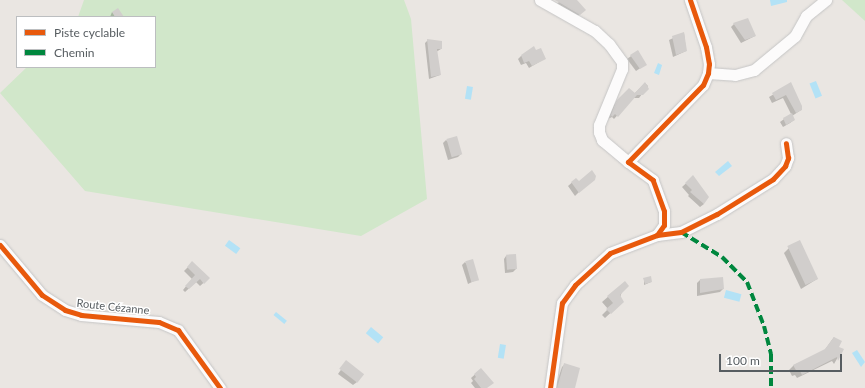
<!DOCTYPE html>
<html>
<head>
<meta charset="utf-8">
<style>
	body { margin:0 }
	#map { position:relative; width:865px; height:388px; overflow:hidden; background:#eae6e2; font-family:Lato,sans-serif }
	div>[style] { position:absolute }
	.green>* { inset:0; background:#d1e7ca }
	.water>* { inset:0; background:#b3e2f6; transform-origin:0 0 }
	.shadow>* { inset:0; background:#0003 }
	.building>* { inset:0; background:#d1cecc; transform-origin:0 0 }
	.roads { filter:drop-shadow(0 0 1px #c5c5c5) drop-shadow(0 0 1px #c5c5c5) }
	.minor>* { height:11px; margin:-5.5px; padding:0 5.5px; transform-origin:5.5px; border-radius:5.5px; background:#fcfbfb }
	.quiet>* { height:4px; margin-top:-2px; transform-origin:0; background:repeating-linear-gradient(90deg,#00873e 0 8px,transparent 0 12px) }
	.cycleway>* { height:5px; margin:-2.5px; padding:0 2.5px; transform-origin:2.5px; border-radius:2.5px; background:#e8590c }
	span { translate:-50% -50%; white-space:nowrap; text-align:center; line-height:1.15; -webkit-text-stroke:3px #fff; paint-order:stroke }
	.street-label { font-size:11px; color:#575d61 }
	.legend { position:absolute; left:16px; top:16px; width:140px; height:52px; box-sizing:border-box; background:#fff; border:1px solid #bcbec0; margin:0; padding:5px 7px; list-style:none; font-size:12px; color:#575d61 }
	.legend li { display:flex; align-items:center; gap:8px; height:20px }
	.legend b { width:20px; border:1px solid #bcbec0 }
	.scale { position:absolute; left:719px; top:354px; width:123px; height:18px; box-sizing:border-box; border:2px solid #575d61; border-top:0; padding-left:5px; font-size:12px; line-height:14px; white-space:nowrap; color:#575d61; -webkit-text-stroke:3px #fff; paint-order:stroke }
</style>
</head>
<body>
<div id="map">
	<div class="green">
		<div style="clip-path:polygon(84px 0,404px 0,411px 19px,427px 199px,361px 236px,85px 191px,0 93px,27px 67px,155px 67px,155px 17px,78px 17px)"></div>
		<div style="clip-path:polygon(842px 0,865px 0,865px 21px)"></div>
	</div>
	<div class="water">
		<div style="clip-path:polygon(770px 0,787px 0,787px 2px,771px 6px)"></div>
		<div style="clip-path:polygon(663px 62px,659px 75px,654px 73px,658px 63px,662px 65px)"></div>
		<div style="left:816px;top:81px;width:16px;height:7px;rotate:68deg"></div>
		<div style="left:467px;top:86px;width:6px;height:13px;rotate:9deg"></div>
		<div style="clip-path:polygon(728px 161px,732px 166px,719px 176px,715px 172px)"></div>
		<div style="left:229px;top:240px;width:14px;height:7px;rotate:36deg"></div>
		<div style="left:726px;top:290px;width:16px;height:8px;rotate:15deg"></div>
		<div style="left:276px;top:312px;width:14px;height:4px;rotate:39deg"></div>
		<div style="left:371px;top:327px;width:16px;height:8px;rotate:40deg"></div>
		<div style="left:500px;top:344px;width:6px;height:14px;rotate:9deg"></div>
		<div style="clip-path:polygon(857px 350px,865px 362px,861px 367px,852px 353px)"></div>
	</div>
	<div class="shadow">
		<div style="clip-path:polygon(561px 0,574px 0,581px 13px,576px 17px,555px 6px)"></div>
		<div style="clip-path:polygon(112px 12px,122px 17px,110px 17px)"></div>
		<div style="clip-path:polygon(734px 24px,755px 36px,741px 43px,731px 27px)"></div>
		<div style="clip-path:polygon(684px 33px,686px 51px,673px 57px,669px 40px)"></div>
		<div style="clip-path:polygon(428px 40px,441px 49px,436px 52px,440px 75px,429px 79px,425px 43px)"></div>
		<div style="clip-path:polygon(638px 51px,645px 65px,636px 71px,627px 59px)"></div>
		<div style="clip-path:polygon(521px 56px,544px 59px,529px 68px,526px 63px,521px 65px,518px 59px)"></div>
		<div style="clip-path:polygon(645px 83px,648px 86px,639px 98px,633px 98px,614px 119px,612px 117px,608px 119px,614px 105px,629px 89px,634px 94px)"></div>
		<div style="clip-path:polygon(791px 84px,801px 110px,792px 116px,794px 120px,790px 123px,783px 127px,780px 122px,791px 114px,783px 98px,772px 103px,769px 97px)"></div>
		<div style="clip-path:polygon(446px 140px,461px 154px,458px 157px,448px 160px,443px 143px)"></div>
		<div style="clip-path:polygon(595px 176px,575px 196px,568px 186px,576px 179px,578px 182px)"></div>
		<div style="clip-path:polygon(693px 177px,704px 204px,700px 207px,688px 196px,689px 195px,682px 187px)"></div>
		<div style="clip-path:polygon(789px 248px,817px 279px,801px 289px,784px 253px)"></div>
		<div style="clip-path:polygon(506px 256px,515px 256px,516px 269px,513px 272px,505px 273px,504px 259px)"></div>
		<div style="clip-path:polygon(465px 262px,478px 279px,468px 284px,462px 265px)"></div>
		<div style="clip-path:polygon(192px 263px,209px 278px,200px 286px,196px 282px,185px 292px,183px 290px,192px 279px,184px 271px)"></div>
		<div style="clip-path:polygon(644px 279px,651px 282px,644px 285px)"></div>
		<div style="clip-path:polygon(700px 280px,723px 289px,720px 292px,697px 296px,697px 283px)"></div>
		<div style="clip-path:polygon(625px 282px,617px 307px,605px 318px,602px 315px,608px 309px,602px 302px)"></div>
		<div style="clip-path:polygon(834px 337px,838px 347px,842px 350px,834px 364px,832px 361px,797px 378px,795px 375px,792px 376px,789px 370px,794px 365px,824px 351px)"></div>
		<div style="clip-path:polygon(345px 364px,357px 382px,353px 385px,338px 374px)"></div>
		<div style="clip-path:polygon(565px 364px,571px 388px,555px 388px,562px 367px)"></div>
		<div style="clip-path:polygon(481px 369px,486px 388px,475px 388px,471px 383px,473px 381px,471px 378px)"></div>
	</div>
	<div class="building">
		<div style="clip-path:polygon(555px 0,577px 0,586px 10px,580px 15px)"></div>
		<div style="clip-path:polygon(118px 8px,124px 17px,115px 17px,112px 12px)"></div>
		<div style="clip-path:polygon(748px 18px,756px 36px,745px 40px,733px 23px)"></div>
		<div style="clip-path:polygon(684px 32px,687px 51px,676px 55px,672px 36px)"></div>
		<div style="clip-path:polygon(427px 39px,442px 41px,442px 49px,437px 49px,441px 75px,431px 77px)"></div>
		<div style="clip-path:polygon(534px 46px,536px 50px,541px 48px,546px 59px,532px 66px,529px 61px,524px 63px,521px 55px)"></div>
		<div style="clip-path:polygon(638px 50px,647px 65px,640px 69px,630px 55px)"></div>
		<div style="clip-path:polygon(645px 82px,649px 89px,643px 95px,637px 95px,618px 117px,615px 114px,612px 117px,611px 115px,616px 101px,629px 88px,635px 93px)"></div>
		<div style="clip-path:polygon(791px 82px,802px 106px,802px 110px,796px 113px,786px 95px,776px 100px,772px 93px)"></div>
		<div style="clip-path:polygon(792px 113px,795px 120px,786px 125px,783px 118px)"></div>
		<div style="left:457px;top:136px;width:19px;height:11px;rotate:74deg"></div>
		<div style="clip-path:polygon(592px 170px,596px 176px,595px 180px,579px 193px,571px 182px,576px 178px,579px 181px)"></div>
		<div style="clip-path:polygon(693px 175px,709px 197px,704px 204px,690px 192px,692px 190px,685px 183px)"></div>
		<div style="left:800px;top:240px;width:43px;height:14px;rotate:65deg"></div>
		<div style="left:516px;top:254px;width:15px;height:10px;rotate:86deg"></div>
		<div style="left:473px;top:259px;width:22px;height:8px;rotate:74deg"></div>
		<div style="clip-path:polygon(192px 261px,210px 278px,204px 284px,200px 279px,189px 289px,185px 286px,195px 275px,187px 267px)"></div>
		<div style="clip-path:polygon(651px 276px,652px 282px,645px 284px,643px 278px)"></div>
		<div style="clip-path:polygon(723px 277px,724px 289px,700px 293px,700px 279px)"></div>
		<div style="clip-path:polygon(625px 281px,629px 286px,620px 295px,624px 302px,611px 314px,606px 309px,613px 303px,607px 296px)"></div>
		<div style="clip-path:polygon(834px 337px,842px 341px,839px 347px,844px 349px,838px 361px,837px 357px,802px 375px,800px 371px,797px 372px,793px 365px,825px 349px)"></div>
		<div style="left:346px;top:360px;width:23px;height:11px;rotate:38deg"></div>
		<div style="clip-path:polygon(564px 363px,580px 368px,575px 388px,557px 388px)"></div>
		<div style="clip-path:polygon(481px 368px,494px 383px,487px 388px,481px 388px,474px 379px,476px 377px,474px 374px)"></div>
	</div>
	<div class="roads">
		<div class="minor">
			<div style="left:540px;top:0;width:63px;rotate:29.4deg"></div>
			<div style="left:595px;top:31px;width:19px;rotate:43deg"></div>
			<div style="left:609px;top:44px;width:22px;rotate:54deg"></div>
			<div style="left:622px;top:62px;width:7px;rotate:90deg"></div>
			<div style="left:622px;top:69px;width:61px;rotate:112.3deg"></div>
			<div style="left:599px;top:125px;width:7px;rotate:90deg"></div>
			<div style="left:599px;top:132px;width:9px;rotate:69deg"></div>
			<div style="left:602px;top:140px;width:34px;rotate:40deg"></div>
			<div style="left:708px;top:73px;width:27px;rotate:4deg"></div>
			<div style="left:735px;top:75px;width:20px;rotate:-15deg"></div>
			<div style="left:754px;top:70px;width:53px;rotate:-39.7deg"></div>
			<div style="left:795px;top:36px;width:23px;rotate:-61deg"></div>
			<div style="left:806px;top:16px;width:26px;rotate:-39deg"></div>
			<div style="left:657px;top:235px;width:12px;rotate:-55deg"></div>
			<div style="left:664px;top:225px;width:14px;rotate:-90deg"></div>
			<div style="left:664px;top:211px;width:33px;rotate:-110deg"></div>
			<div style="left:653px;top:180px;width:31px;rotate:-144deg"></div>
			<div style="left:628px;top:162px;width:107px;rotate:-45.8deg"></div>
			<div style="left:703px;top:85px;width:13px;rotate:-67deg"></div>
			<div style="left:708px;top:73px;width:9px;rotate:-84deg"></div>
			<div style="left:709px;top:64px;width:17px;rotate:-100deg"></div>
			<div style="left:706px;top:47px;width:50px;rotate:-108.8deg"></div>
			<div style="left:0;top:245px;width:65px;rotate:50deg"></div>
			<div style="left:42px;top:295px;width:27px;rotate:33deg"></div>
			<div style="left:65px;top:310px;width:17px;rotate:17deg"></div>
			<div style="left:81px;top:315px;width:78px;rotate:5.1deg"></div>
			<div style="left:159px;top:322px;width:21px;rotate:23deg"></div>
			<div style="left:178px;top:330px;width:72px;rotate:54.1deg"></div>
			<div style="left:550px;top:388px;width:86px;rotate:-82deg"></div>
			<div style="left:562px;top:303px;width:22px;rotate:-54deg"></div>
			<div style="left:575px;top:285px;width:47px;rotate:-42.4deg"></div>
			<div style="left:610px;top:253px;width:50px;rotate:-21deg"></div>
			<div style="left:657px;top:235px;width:24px;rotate:-7deg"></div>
			<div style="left:681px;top:232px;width:40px;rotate:-26.6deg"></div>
			<div style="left:717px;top:214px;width:66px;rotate:-32deg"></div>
			<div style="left:773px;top:179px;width:18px;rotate:-47deg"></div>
			<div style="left:785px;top:166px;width:9px;rotate:-69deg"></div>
			<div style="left:788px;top:158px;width:15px;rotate:-98deg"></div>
		</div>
	</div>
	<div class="quiet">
		<div style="left:681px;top:232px;width:48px;rotate:31.4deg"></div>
		<div style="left:722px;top:257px;width:35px;rotate:45deg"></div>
		<div style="left:747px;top:282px;width:47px;rotate:68.9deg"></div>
		<div style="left:764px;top:326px;width:29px;rotate:76deg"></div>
		<div style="left:771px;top:354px;width:34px;rotate:90deg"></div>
	</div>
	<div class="cycleway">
		<div style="left:657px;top:235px;width:12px;rotate:-55deg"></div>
		<div style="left:664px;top:225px;width:14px;rotate:-90deg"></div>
		<div style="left:664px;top:211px;width:33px;rotate:-110deg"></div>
		<div style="left:653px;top:180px;width:31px;rotate:-144deg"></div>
		<div style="left:628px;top:162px;width:107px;rotate:-45.8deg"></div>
		<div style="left:703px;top:85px;width:13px;rotate:-67deg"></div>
		<div style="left:708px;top:73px;width:9px;rotate:-84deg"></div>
		<div style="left:709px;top:64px;width:17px;rotate:-100deg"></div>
		<div style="left:706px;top:47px;width:50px;rotate:-108.8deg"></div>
		<div style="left:0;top:245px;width:65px;rotate:50deg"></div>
		<div style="left:42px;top:295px;width:27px;rotate:33deg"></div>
		<div style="left:65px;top:310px;width:17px;rotate:17deg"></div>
		<div style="left:81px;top:315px;width:78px;rotate:5.1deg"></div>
		<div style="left:159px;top:322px;width:21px;rotate:23deg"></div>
		<div style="left:178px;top:330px;width:72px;rotate:54.1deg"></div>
		<div style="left:550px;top:388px;width:86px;rotate:-82deg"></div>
		<div style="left:562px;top:303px;width:22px;rotate:-54deg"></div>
		<div style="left:575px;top:285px;width:47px;rotate:-42.4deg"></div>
		<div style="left:610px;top:253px;width:50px;rotate:-21deg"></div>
		<div style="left:657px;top:235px;width:24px;rotate:-7deg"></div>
		<div style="left:681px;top:232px;width:40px;rotate:-26.6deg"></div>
		<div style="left:717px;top:214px;width:66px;rotate:-32deg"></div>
		<div style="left:773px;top:179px;width:18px;rotate:-47deg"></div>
		<div style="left:785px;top:166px;width:9px;rotate:-69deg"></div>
		<div style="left:788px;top:158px;width:15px;rotate:-98deg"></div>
	</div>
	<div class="street-label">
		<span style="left:113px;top:307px;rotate:6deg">Route Cézanne</span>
	</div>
	<ul class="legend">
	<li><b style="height:5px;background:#e8590c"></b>Piste cyclable</li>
	<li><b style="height:5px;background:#00873e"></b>Chemin</li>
	</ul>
	<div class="scale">100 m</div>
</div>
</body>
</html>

## Your assignment
Look through the data above. Copy every line with the string "water" in it.

## Reply to the task
	.water>* { inset:0; background:#b3e2f6; transform-origin:0 0 }
	<div class="water">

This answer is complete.